[Provided records — start]
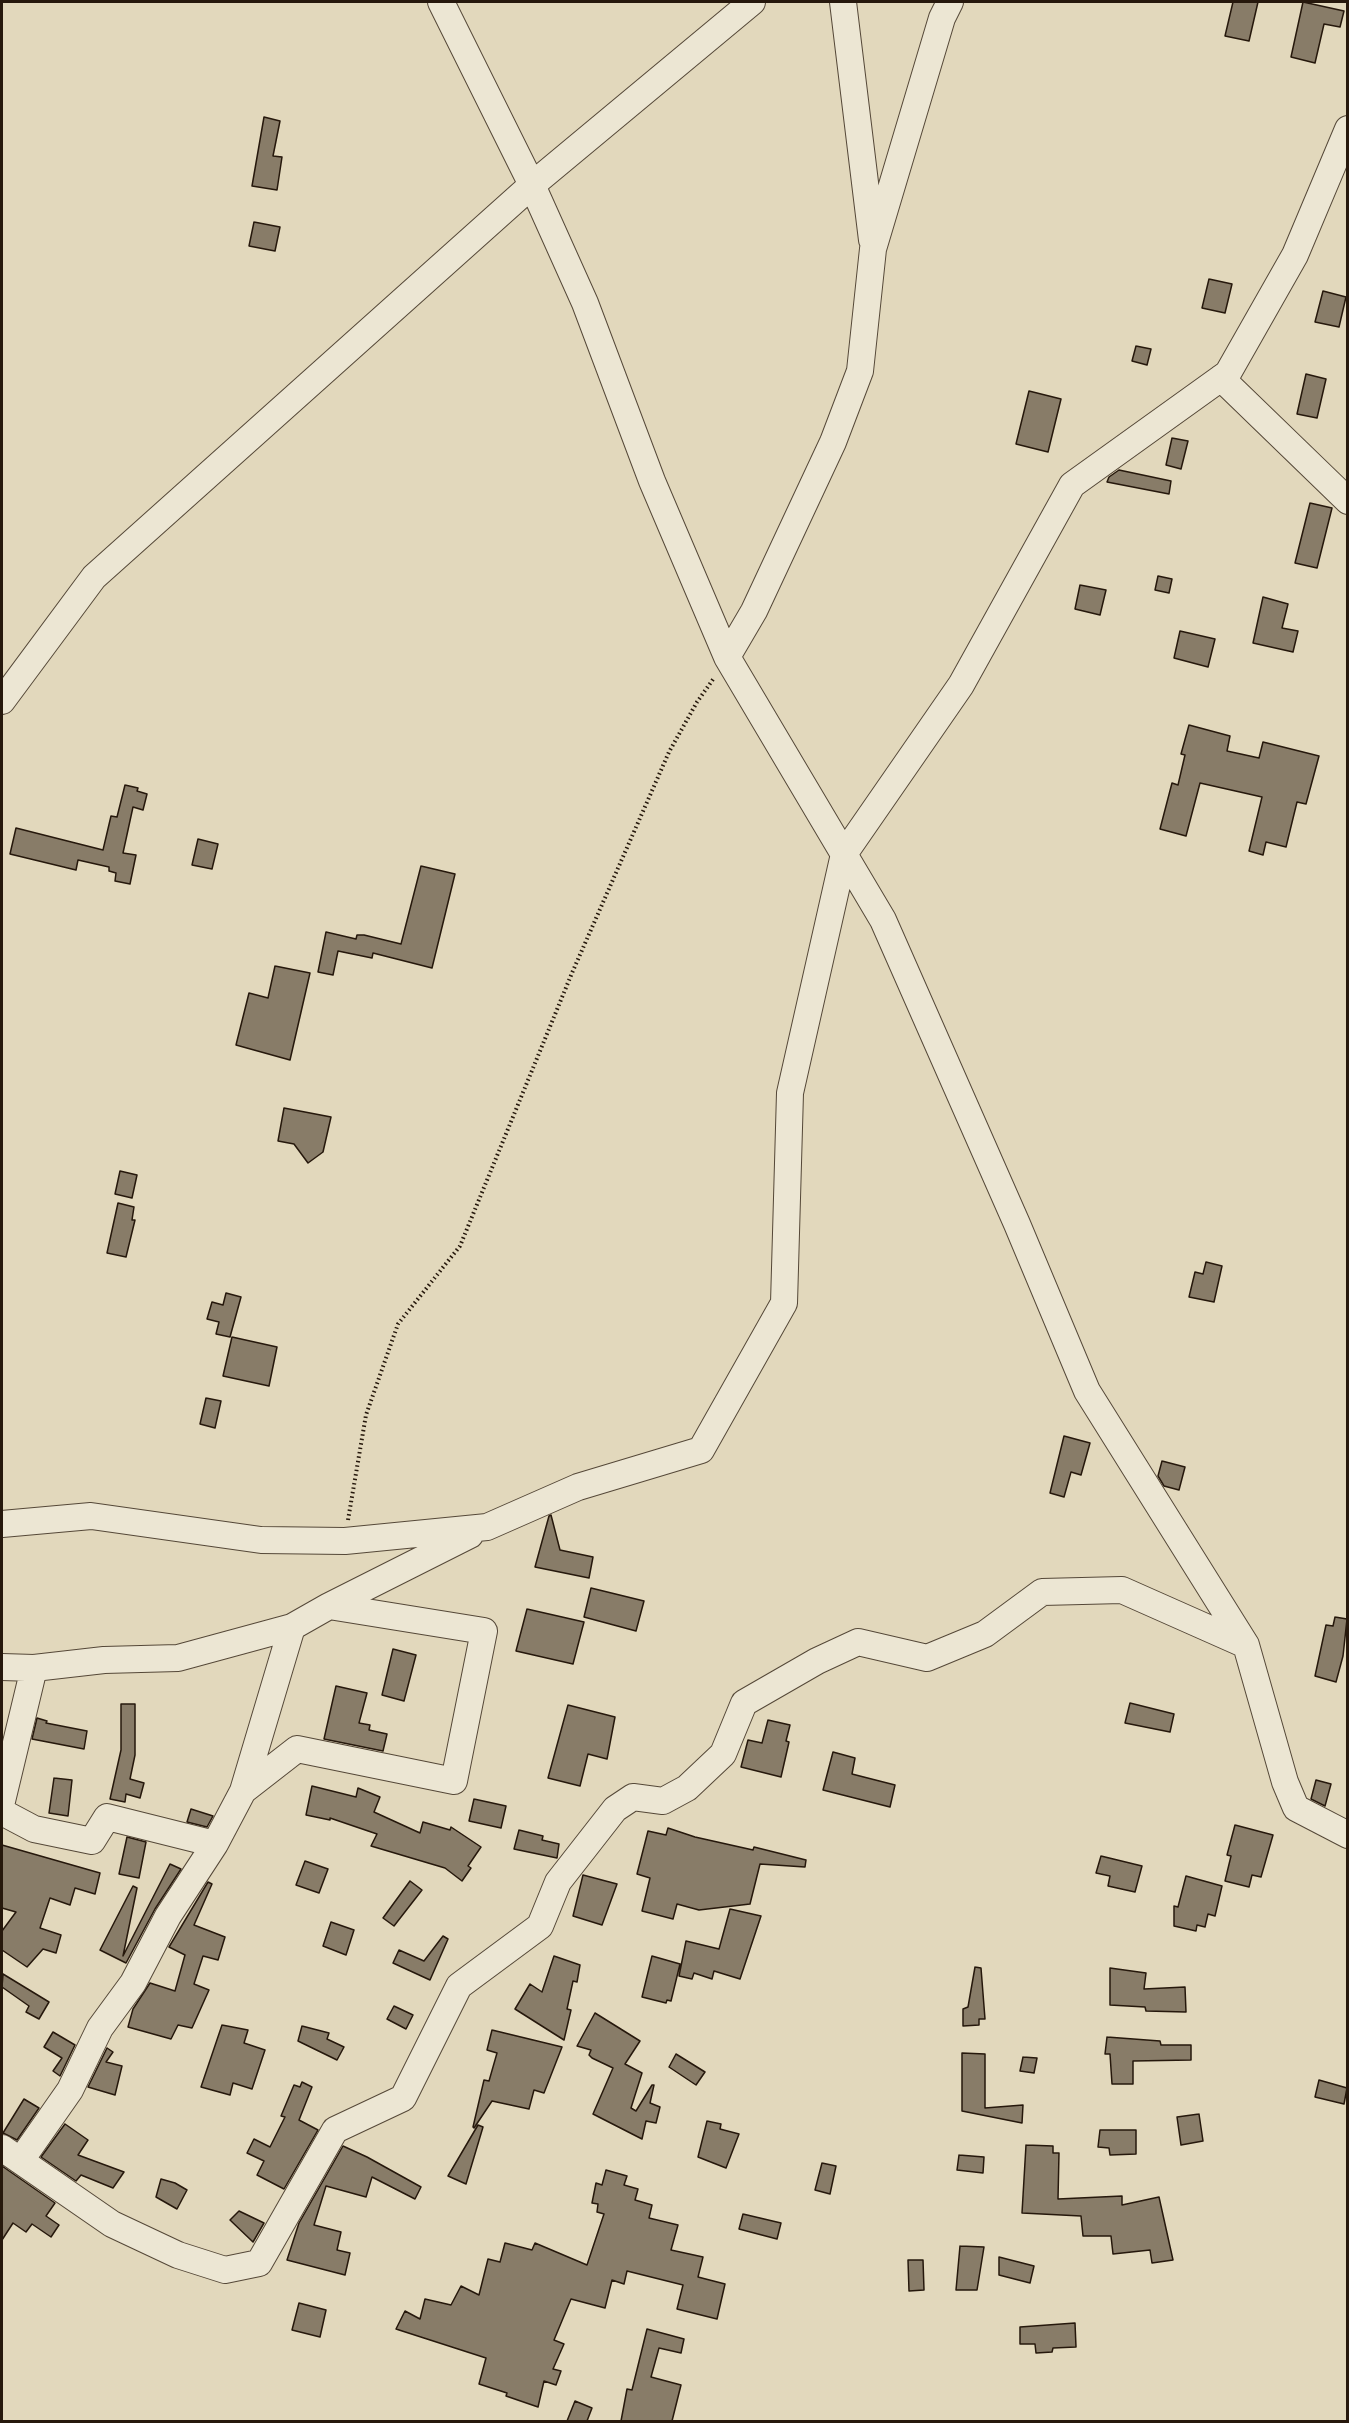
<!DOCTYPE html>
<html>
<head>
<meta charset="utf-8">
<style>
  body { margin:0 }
  #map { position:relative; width:1349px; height:2423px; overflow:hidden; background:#e2d8bc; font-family:Vollkorn,serif }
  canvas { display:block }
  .frame { position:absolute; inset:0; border:3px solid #26180c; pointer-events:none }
</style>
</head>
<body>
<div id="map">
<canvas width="1349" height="2423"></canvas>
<div class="frame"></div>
</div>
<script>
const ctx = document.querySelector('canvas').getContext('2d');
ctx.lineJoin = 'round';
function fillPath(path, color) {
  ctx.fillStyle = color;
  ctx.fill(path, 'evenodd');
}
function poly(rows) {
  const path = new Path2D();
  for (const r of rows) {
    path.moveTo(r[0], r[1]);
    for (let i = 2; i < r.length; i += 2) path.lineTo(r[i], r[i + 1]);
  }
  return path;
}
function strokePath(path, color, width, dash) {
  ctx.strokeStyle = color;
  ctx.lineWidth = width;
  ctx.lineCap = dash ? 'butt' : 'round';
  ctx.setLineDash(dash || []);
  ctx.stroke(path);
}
const building = poly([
  [1233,2,1258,2,1249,41,1225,36,1233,2],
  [1303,2,1344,11,1340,27,1324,24,1315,63,1291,57,1303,2],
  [264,117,280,121,273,156,282,157,277,190,252,186,264,117],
  [254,222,280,227,275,251,249,246,254,222],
  [1209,279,1232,284,1225,313,1202,308,1209,279],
  [1323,291,1346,297,1339,327,1315,322,1323,291],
  [1136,346,1151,349,1147,365,1132,361,1136,346],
  [1306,374,1326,379,1317,418,1297,414,1306,374],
  [1029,391,1061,399,1048,452,1016,444,1029,391],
  [1172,438,1188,441,1181,469,1166,465,1172,438],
  [1119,470,1171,481,1169,494,1107,482,1109,477,1119,470],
  [1310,503,1332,508,1317,568,1295,563,1310,503],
  [1158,576,1172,579,1169,593,1155,590,1158,576],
  [1080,585,1106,590,1100,615,1075,609,1080,585],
  [1263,597,1288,604,1282,628,1298,631,1293,652,1253,643,1263,597],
  [1180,631,1215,639,1208,667,1174,658,1180,631],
  [1189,725,1230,736,1227,751,1259,758,1263,742,1319,756,1306,804,1297,802,1286,847,1266,842,1263,855,1249,851,1262,797,1200,783,1186,836,1160,829,1172,783,1178,785,1185,755,1181,754,1189,725],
  [125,785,138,788,137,791,147,794,143,810,133,807,123,853,136,855,130,884,115,881,116,873,109,871,109,867,78,860,76,870,10,854,16,828,103,850,111,816,117,817,125,785],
  [198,839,218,844,212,869,192,865,198,839],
  [421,866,455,874,432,968,373,953,372,958,338,951,333,975,318,972,326,932,356,939,357,935,364,935,401,944,421,866],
  [275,966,310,973,290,1060,236,1045,249,993,268,998,275,966],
  [284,1108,331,1117,323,1152,308,1163,294,1144,278,1141,284,1108],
  [120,1171,137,1175,132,1198,115,1194,120,1171],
  [118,1203,134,1207,132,1220,135,1220,126,1257,107,1253,118,1203],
  [1206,1262,1222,1266,1214,1302,1189,1297,1195,1272,1203,1274,1206,1262],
  [226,1293,241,1297,230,1337,216,1334,219,1322,207,1319,212,1302,223,1305,226,1293],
  [232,1337,277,1347,269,1386,223,1376,232,1337],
  [206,1398,221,1401,215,1428,200,1424,206,1398],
  [1064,1436,1090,1443,1081,1475,1071,1472,1064,1497,1050,1493,1064,1436],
  [1162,1461,1185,1467,1179,1490,1164,1486,1158,1476,1162,1461],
  [551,1515,560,1550,593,1557,589,1578,535,1567,549,1516,551,1515],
  [591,1588,644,1601,636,1631,584,1617,591,1588],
  [527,1609,584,1622,573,1664,516,1651,527,1609],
  [1335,1617,1347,1619,1343,1656,1336,1682,1315,1676,1326,1625,1333,1626,1335,1617],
  [393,1649,416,1655,404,1701,382,1695,393,1649],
  [336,1686,367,1693,359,1723,370,1725,369,1730,387,1734,383,1751,324,1739,336,1686],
  [1130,1703,1174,1714,1170,1732,1125,1723,1130,1703],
  [121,1704,135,1704,135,1755,130,1779,144,1783,140,1798,126,1794,125,1802,110,1799,121,1750,121,1704],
  [568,1705,615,1717,607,1759,588,1754,580,1786,548,1778,568,1705],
  [37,1718,47,1721,46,1723,87,1731,84,1749,32,1739,37,1718],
  [768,1720,790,1725,786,1741,789,1742,781,1777,741,1767,748,1740,762,1743,768,1720],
  [833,1752,855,1758,852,1774,895,1785,890,1807,823,1790,833,1752],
  [54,1778,72,1780,68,1816,49,1813,54,1778],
  [1316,1780,1331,1784,1325,1806,1311,1799,1316,1780],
  [312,1786,356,1797,358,1788,380,1797,374,1812,420,1833,423,1822,450,1830,451,1827,481,1847,468,1866,471,1868,462,1881,445,1868,371,1846,377,1834,330,1818,330,1820,306,1815,312,1786],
  [474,1799,506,1806,501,1828,469,1821,474,1799],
  [191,1809,213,1816,207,1827,187,1822,191,1809],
  [1235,1825,1273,1835,1261,1877,1252,1875,1249,1887,1225,1881,1231,1856,1227,1855,1235,1825],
  [668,1828,695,1837,753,1850,754,1847,806,1860,805,1867,760,1864,750,1904,699,1910,677,1904,673,1919,642,1911,650,1878,637,1874,648,1831,666,1835,668,1828],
  [519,1830,543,1836,542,1840,559,1844,557,1858,514,1849,519,1830],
  [127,1837,146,1842,139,1878,119,1874,127,1837],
  [2,1845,100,1873,95,1894,75,1888,70,1905,50,1898,40,1928,61,1935,56,1953,43,1949,27,1967,2,1950,2,1931,16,1912,2,1908,2,1845],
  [1101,1856,1142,1866,1135,1892,1108,1886,1110,1876,1096,1873,1101,1856],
  [305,1861,328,1869,319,1893,296,1885,305,1861],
  [170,1864,181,1869,155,1909,126,1963,100,1950,133,1886,137,1888,123,1956,170,1864],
  [583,1875,617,1884,602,1925,573,1916,583,1875],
  [1186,1876,1222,1886,1215,1916,1208,1914,1205,1927,1197,1925,1196,1931,1174,1926,1174,1906,1178,1907,1186,1876],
  [410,1881,422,1890,394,1926,383,1918,410,1881],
  [208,1882,212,1884,194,1925,225,1937,218,1960,203,1956,194,1984,209,1990,192,2028,178,2025,171,2039,128,2027,133,2009,150,1983,175,1991,185,1955,169,1947,208,1882],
  [730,1909,761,1916,740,1979,714,1971,712,1979,694,1973,692,1979,679,1976,686,1941,719,1949,730,1909],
  [331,1922,354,1930,346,1955,323,1946,331,1922],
  [443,1936,448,1939,430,1980,393,1963,399,1950,424,1961,443,1936],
  [554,1956,580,1965,577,1982,573,1981,567,2009,571,2010,564,2040,515,2009,530,1984,542,1992,554,1956],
  [652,1956,680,1964,671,2001,667,2000,666,2003,642,1997,652,1956],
  [975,1967,981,1968,985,2019,979,2019,979,2025,963,2026,963,2009,968,2007,975,1967],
  [1110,1968,1146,1973,1144,1989,1185,1987,1186,2012,1146,2011,1145,2007,1110,2005,1110,1968],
  [3,1974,49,2002,39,2019,26,2012,29,2006,2,1987,3,1974],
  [394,2006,413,2015,406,2029,387,2019,394,2006],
  [595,2013,640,2041,625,2064,642,2073,631,2108,636,2111,652,2085,654,2085,650,2103,660,2107,656,2123,646,2121,642,2139,593,2114,613,2068,592,2058,589,2055,591,2050,577,2046,595,2013],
  [222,2025,248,2030,244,2043,265,2050,252,2089,233,2083,230,2095,201,2087,222,2025],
  [302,2026,329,2033,327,2039,344,2047,337,2060,298,2041,302,2026],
  [492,2030,562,2047,544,2093,534,2090,529,2109,492,2101,474,2128,473,2127,484,2080,489,2081,497,2053,487,2050,492,2030],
  [53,2032,75,2045,60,2076,53,2071,62,2058,44,2047,53,2032],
  [1107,2037,1160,2041,1161,2045,1191,2045,1191,2060,1133,2061,1133,2084,1112,2084,1110,2054,1105,2054,1107,2037],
  [107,2048,113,2052,106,2062,122,2066,115,2095,88,2087,107,2048],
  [962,2053,985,2054,985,2108,1023,2105,1022,2123,962,2111,962,2053],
  [676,2054,705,2072,696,2085,669,2067,676,2054],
  [1023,2057,1037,2058,1034,2073,1020,2071,1023,2057],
  [1319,2080,1347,2088,1344,2104,1315,2097,1319,2080],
  [302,2082,312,2087,299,2120,318,2130,284,2189,257,2175,264,2161,247,2153,254,2139,270,2147,285,2117,281,2116,294,2085,300,2087,302,2082],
  [24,2099,39,2108,17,2140,3,2133,24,2099],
  [1199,2114,1203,2141,1181,2145,1177,2117,1199,2114],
  [707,2121,721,2124,720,2129,739,2134,726,2168,698,2157,707,2121],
  [65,2124,88,2140,78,2155,124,2172,113,2188,81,2175,76,2181,41,2157,65,2124],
  [478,2125,483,2127,466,2184,448,2176,478,2125],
  [1100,2130,1136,2130,1136,2154,1110,2155,1109,2148,1098,2147,1100,2130],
  [1026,2145,1053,2146,1053,2153,1059,2153,1058,2199,1122,2196,1122,2205,1159,2197,1173,2260,1152,2263,1150,2250,1113,2254,1111,2236,1083,2236,1081,2216,1022,2213,1026,2145],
  [343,2146,367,2157,421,2187,415,2199,372,2177,366,2197,326,2186,314,2225,341,2232,337,2250,350,2253,345,2275,287,2260,299,2223,343,2146],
  [959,2155,984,2157,983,2173,957,2170,959,2155],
  [822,2163,836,2166,830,2194,815,2190,822,2163],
  [2,2166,55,2203,46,2216,59,2225,51,2237,32,2224,26,2232,13,2223,2,2240,2,2166],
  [606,2170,627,2176,624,2185,638,2189,635,2200,652,2205,649,2218,678,2225,671,2250,703,2257,698,2277,725,2284,717,2319,677,2309,683,2285,627,2271,624,2284,612,2280,605,2308,571,2299,554,2340,564,2344,553,2369,561,2371,556,2385,544,2381,538,2407,506,2396,507,2393,479,2384,486,2358,396,2329,405,2311,420,2319,425,2299,451,2305,461,2286,479,2295,488,2259,500,2262,505,2243,532,2250,535,2243,587,2265,604,2214,597,2212,598,2204,592,2203,596,2183,602,2185,606,2170],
  [161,2179,175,2183,187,2190,177,2209,156,2197,161,2179],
  [239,2211,264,2223,253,2242,230,2220,239,2211],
  [743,2214,781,2223,777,2239,739,2229,743,2214],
  [960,2246,984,2247,977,2290,956,2290,960,2246],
  [999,2257,1034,2266,1030,2283,999,2275,999,2257],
  [908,2260,923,2260,924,2290,909,2291,908,2260],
  [299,2303,326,2310,320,2337,292,2330,299,2303],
  [1075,2323,1076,2347,1053,2348,1052,2352,1036,2353,1035,2344,1020,2344,1020,2327,1075,2323],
  [647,2329,684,2339,681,2353,659,2348,651,2377,681,2385,672,2421,621,2421,627,2389,632,2390,647,2329],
  [575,2401,592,2408,587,2421,567,2421,575,2401]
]);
fillPath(building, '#887c68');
strokePath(building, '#26180c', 1.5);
const minor = poly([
  [441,2,532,185,585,303,652,481,727,657,883,920,1017,1224,1087,1391,1246,1645,1285,1782,1296,1808,1348,1835],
  [843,2,872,240],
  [1221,378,1348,501],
  [727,657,754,611,833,442,860,371,873,249,942,18,950,2],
  [2,701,94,577,532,185,752,2],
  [2,1524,91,1516,261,1540,345,1541,487,1527,578,1487,701,1450,784,1303,790,1093,844,854,961,685,1072,485,1228,373,1295,255,1348,129],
  [329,1606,470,1535],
  [2,1667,34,1668,104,1660,178,1658,292,1627,329,1606,484,1631,454,1781,297,1749,243,1791],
  [2,1801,34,1668],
  [2,1812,34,1829,92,1841,107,1817,215,1844,243,1791,292,1627],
  [2,2148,112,2224,178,2255,225,2270,259,2263,335,2130,403,2098,459,1986,540,1926,558,1882,615,1809,633,1797,663,1801,687,1788,723,1754,744,1703,817,1661,858,1642,927,1658,985,1634,1042,1592,1122,1590,1246,1645],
  [21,2160,70,2090,100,2028,133,1983,168,1916,215,1844]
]);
strokePath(minor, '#554838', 28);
strokePath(poly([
  [348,1520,366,1415,398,1324,460,1246,572,973,669,752,697,702,714,678]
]), '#26180c', 4, [1.5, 3]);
strokePath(minor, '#ece6d3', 26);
</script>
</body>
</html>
[Provided records — finish]
◆ **What is expected**:
Wherever the word "canvas" occurs in the data above, copy the line it sits in.

◆ **Exercise result**:
  canvas { display:block }
<canvas width="1349" height="2423"></canvas>
const ctx = document.querySelector('canvas').getContext('2d');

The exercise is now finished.